Sounding A Cautionary Note
“Internationalism” is a term that, like so much that aspires to the global, allows different regional and local interpretations. In modern European history, the term was first used in the 1860s and has tended to be associated with the communist project. Yet in recent years, it has been widely rejected for that reason in the name of national political and cultural interests. In the United States, by contrast, the term has been used for several decades to refer to a broadly open, liberal view of the U.S. role in the world. The term applies as much in matters of trade and investment as it does in security issues and carries few cultural associations.
J. Ørstrom Møller—the author of this book, an official in the Danish foreign ministry, and recently ambassador to Singapore—does not define the term, but he is a committed “internationalist” in a broadly liberal sense. He draws on what he sees as the achievements of international institutions and European unification since 1945, and lays his hopes on the strengthening of institutions of global governance. His argument is clear: the internationalism of the past half century has achieved a great deal, especially in West European integration, and could achieve much more. The end of the Cold War, the globalization of the world economy, and a certain elite learning process have all provided a favorable context for taking this further.
But there are worrying signs, which, if allowed to continue, will threaten and could reverse that process. Free trade threatens employment. Migration, which is economically necessary, provokes a populist counterreaction. The spread of a media culture, within and among states, is determined by the values and profits of “entertainment” risks and undermines the political culture on which democracy and a functioning set of international institutions rest.
Møller’s argument on the crisis of the welfare state, and the link between this and the pressures of internationalized economy, is apposite. He says some particularly perceptive things about the new global elite, which is certainly internationalist in spirit and aspiration, but which runs the risk of losing touch with the rest of its populations. He is no simple believer in the social and political effects of communications technology.

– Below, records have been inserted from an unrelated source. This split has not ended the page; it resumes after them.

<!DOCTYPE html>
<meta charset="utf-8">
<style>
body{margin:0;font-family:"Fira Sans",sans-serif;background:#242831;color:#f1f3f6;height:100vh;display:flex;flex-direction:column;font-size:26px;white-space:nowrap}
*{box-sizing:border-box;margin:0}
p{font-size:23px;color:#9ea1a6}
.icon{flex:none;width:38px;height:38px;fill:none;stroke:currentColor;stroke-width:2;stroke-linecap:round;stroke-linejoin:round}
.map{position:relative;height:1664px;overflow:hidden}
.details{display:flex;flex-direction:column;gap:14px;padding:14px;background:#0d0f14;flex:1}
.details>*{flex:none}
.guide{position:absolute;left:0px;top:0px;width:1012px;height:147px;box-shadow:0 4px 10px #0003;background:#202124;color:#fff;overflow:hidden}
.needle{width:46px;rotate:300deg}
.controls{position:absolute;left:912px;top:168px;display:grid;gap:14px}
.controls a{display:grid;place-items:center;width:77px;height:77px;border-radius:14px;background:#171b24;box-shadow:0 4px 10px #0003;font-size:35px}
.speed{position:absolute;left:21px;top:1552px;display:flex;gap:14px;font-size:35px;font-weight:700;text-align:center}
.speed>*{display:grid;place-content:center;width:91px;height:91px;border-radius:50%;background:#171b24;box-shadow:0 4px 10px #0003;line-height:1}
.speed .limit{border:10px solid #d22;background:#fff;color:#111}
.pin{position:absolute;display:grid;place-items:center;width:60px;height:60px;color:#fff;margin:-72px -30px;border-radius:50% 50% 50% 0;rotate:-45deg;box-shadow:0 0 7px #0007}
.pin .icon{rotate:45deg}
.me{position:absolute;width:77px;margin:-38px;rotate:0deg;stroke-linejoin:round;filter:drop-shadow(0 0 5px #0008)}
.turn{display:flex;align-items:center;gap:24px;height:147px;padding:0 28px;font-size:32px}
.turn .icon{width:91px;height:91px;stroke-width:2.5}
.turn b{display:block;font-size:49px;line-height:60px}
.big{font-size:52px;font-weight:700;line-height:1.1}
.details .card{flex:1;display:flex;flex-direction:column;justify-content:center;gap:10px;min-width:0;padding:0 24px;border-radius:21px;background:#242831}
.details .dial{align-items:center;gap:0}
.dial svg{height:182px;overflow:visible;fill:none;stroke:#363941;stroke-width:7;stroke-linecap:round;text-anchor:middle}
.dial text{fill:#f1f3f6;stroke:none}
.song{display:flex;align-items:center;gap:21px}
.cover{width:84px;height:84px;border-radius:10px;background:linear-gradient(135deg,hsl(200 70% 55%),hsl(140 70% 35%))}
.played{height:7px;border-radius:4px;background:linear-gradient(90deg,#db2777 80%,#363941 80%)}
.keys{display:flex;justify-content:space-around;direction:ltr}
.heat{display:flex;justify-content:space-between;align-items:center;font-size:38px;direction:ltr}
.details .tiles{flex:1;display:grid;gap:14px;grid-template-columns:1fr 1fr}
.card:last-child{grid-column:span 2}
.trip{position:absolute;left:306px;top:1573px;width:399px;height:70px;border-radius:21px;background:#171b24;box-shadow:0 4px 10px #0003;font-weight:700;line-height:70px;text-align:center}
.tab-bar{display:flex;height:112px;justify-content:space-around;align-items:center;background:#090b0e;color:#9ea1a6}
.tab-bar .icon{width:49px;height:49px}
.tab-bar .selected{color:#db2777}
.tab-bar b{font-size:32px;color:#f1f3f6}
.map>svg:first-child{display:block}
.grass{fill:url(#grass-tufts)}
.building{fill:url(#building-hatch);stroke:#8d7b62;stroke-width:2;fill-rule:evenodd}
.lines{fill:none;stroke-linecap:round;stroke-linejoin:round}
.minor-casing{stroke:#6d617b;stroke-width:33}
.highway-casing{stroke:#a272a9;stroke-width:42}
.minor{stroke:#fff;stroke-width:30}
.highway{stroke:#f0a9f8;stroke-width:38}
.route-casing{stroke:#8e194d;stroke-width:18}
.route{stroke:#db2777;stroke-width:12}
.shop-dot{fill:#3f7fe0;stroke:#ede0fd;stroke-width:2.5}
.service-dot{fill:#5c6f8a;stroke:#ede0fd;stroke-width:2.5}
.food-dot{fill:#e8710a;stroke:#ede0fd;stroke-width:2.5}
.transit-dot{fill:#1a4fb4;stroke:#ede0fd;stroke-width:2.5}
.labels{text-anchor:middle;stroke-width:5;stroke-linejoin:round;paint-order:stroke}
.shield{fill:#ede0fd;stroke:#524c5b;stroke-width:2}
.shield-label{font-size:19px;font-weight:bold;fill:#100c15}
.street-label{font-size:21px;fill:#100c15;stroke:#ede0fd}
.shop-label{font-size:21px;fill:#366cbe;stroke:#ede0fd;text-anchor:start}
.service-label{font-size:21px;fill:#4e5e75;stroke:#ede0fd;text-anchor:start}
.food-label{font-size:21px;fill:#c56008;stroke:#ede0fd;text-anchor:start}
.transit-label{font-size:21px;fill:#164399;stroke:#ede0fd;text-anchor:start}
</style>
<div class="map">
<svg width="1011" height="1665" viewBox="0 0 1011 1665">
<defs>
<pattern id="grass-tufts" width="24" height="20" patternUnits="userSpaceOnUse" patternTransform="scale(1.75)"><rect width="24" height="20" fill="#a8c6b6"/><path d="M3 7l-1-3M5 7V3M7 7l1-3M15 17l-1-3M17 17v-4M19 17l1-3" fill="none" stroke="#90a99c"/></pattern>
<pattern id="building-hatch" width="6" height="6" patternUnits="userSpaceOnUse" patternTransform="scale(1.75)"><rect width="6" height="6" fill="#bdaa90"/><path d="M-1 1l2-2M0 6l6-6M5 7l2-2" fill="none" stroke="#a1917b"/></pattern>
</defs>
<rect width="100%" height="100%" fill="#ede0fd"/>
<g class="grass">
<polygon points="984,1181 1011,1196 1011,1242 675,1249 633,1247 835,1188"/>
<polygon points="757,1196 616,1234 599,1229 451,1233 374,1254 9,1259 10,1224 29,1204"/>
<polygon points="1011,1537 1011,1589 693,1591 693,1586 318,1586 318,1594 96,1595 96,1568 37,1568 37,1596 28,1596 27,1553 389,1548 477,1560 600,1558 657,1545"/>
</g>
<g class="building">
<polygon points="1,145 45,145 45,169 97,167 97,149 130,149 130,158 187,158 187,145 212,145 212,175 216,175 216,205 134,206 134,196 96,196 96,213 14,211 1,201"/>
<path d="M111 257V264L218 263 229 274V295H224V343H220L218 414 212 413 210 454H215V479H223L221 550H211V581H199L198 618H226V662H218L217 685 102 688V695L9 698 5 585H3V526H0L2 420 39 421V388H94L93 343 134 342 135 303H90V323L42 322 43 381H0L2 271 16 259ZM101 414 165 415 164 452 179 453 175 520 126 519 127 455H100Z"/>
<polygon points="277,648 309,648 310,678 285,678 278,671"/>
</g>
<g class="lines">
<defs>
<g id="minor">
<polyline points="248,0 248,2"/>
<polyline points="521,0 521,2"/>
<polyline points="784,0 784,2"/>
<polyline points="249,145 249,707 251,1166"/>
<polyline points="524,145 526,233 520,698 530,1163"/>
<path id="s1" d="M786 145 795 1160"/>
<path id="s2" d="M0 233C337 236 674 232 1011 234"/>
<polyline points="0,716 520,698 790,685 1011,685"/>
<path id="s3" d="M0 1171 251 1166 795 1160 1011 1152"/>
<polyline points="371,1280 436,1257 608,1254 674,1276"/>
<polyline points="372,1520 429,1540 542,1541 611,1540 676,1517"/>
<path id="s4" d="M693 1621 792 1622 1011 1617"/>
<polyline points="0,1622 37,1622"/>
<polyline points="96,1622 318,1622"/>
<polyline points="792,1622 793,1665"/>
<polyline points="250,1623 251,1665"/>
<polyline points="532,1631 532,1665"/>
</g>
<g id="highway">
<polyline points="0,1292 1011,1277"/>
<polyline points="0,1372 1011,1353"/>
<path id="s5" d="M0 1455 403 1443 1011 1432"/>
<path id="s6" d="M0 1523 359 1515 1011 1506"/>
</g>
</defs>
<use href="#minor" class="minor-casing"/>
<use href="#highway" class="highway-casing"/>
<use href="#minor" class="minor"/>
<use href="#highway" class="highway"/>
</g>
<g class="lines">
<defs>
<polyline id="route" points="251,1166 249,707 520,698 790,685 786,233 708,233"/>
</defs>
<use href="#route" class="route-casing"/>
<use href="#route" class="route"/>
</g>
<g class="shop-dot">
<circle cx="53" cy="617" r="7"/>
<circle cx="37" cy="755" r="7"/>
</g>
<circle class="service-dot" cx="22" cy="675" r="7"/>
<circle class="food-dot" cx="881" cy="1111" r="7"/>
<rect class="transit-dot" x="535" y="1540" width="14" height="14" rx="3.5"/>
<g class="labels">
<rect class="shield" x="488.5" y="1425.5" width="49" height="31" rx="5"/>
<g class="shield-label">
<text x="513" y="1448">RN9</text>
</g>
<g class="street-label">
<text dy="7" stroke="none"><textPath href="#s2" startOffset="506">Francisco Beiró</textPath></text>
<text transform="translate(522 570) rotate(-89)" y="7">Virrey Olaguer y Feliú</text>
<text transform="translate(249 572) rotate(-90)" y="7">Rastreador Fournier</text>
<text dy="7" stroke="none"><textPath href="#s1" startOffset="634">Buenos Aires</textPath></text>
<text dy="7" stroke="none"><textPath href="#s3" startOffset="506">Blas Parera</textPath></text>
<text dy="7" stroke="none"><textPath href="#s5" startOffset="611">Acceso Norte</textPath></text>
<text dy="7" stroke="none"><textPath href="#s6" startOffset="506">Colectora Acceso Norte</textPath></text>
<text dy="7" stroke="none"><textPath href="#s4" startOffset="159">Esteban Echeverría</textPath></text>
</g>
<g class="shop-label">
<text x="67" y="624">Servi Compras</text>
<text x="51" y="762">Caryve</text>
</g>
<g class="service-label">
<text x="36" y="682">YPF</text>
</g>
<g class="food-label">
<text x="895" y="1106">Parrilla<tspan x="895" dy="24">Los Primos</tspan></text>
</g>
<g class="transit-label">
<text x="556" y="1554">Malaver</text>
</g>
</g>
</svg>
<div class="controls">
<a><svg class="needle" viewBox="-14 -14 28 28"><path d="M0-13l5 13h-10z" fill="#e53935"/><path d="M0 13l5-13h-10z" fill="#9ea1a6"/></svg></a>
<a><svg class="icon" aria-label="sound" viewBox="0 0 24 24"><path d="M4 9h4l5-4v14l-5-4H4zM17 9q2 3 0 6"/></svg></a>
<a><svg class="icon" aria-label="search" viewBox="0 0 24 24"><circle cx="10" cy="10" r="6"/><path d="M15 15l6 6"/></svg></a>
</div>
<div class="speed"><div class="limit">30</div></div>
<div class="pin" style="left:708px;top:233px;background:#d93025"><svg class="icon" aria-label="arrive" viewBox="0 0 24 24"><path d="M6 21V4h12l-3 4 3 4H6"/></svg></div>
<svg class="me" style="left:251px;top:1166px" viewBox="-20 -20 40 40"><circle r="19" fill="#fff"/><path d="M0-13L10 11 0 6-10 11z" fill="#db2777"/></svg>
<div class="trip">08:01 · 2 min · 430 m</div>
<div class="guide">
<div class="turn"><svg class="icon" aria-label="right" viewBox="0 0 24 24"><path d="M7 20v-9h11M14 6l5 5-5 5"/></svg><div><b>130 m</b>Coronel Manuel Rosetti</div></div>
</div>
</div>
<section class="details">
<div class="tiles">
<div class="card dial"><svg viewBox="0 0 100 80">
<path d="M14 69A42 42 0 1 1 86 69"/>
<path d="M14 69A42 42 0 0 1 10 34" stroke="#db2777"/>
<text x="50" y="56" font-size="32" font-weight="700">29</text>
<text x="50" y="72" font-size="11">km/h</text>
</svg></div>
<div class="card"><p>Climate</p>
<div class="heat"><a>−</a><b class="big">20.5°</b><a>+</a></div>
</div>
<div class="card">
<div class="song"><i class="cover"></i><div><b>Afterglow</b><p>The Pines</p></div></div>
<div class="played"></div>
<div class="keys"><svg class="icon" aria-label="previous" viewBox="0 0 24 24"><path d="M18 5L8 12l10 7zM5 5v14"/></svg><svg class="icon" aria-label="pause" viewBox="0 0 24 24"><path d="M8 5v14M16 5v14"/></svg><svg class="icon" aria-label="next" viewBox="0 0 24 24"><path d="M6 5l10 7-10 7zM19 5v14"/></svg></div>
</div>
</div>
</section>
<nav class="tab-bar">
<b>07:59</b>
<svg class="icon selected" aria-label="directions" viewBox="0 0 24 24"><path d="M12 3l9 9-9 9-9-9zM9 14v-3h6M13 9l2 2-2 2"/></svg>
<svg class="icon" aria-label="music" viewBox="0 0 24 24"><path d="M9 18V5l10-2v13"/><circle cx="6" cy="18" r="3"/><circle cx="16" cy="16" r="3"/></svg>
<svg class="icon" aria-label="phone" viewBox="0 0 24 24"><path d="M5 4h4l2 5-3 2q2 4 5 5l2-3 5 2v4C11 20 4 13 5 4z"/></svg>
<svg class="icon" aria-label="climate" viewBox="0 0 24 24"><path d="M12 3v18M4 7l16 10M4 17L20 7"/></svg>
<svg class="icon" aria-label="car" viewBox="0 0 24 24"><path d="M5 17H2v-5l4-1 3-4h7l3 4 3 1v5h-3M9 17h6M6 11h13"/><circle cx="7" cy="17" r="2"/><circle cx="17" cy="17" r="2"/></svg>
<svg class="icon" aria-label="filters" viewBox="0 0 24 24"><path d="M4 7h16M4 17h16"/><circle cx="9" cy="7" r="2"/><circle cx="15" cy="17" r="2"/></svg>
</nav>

In his final chapter, Møller lays out what the alternatives to such a promotion of internationalism could entail. One possibility looks remarkably like the 1930s. In it is chaos in which international institutions lose their power, aggression becomes more common, autarchy prevails, and international cooperation ceases. A second possibility, of which he remains nonetheless skeptical, is a clash of civilizations. A third is the regrouping of nation-states in which between five and ten larger states would divide the world among them. His fourth and most probable outcome is what he calls the “joker.” It is a kind of muddling through, in which a generation from now the world would look much as it does now, but would be much more overtly under the control of the stronger states: the nationalism of a few powerful countries would prevail. This last outcome is not catastrophic but would, he argues, be far from the internationalism that has driven world affairs since World War II.
Møller has written a thoughtful, perceptive book. We can sense at times the critical wisdom of the diplomatic confidence or the sharp observation of local states that his position allows. In chapter 6, he proclaims the end of several pillars of our time: the nation-state, nonintervention, unanimous decisionmaking, Anglo-Saxon dominance, political parties, the free lunch. At times, the argument slips into platitude, such as the bullet points of the global conference center. The editing of the English text also could have been more vigilant. The book is short on statistics, intermittent in its use of history, too silent about corruption and the distortions of democracy and states by money, and euphemistic about powerful states.
There are several more substantive difficulties with this book. First, the contrast between the internationalism of the past decades and the joker scenario Møller sees for the future may not be that great. The lessons of the Cold War, the Franco-German domination of European unification, and the U.S. hegemony of globalization show that the role of powerful states may be far larger and their pursuit of national interest greater than he suggests. There are arguments for this role if the alternative is chaos, but it is perhaps naïve to present the second half of the twentieth century as a period of liberal internationalism.
Second, by dint of timing, his professional position, and possibly his inclination, Møller very much downplays the role of pressure from below. Whether such pressure comes from national and social protest movements of recent decades or the more recent globalized, anticapitalist protests that have greeted meetings of the World Trade Organization, World Bank, and International Monetary Fund, these would be the first to present themselves as internationalist, but in a more robust, traditional European sense of the term than Møller espouses. His calm appeal for international order also avoids the now very widespread sense associated with the end of the Cold War of hostility to the use of force and sanctions in international disputes. Moreover, his discussion of sanctions (pp. 178, 187) is innocent of the kind of questions that the late 1990s have forced to the front of the agenda.
Møller’s warning about the threats to global cooperation is timely and to the point. Too much discussion of global governance, global civil society, and European integration rests on a view of history as necessarily moving in the desired direction. Unlike many authors who have seized the challenge of the post–Cold War world, Møller does not offer a dramatic, simplified answer. Rather, he suggests that a measured defense of what has been achieved and a certain unease about contemporary trends is in order. His calm tone in this regard is welcome—better this approach than the histrionics of a Samuel Huntington, a Robert Kaplan, or The Economist on one of its more excitable days.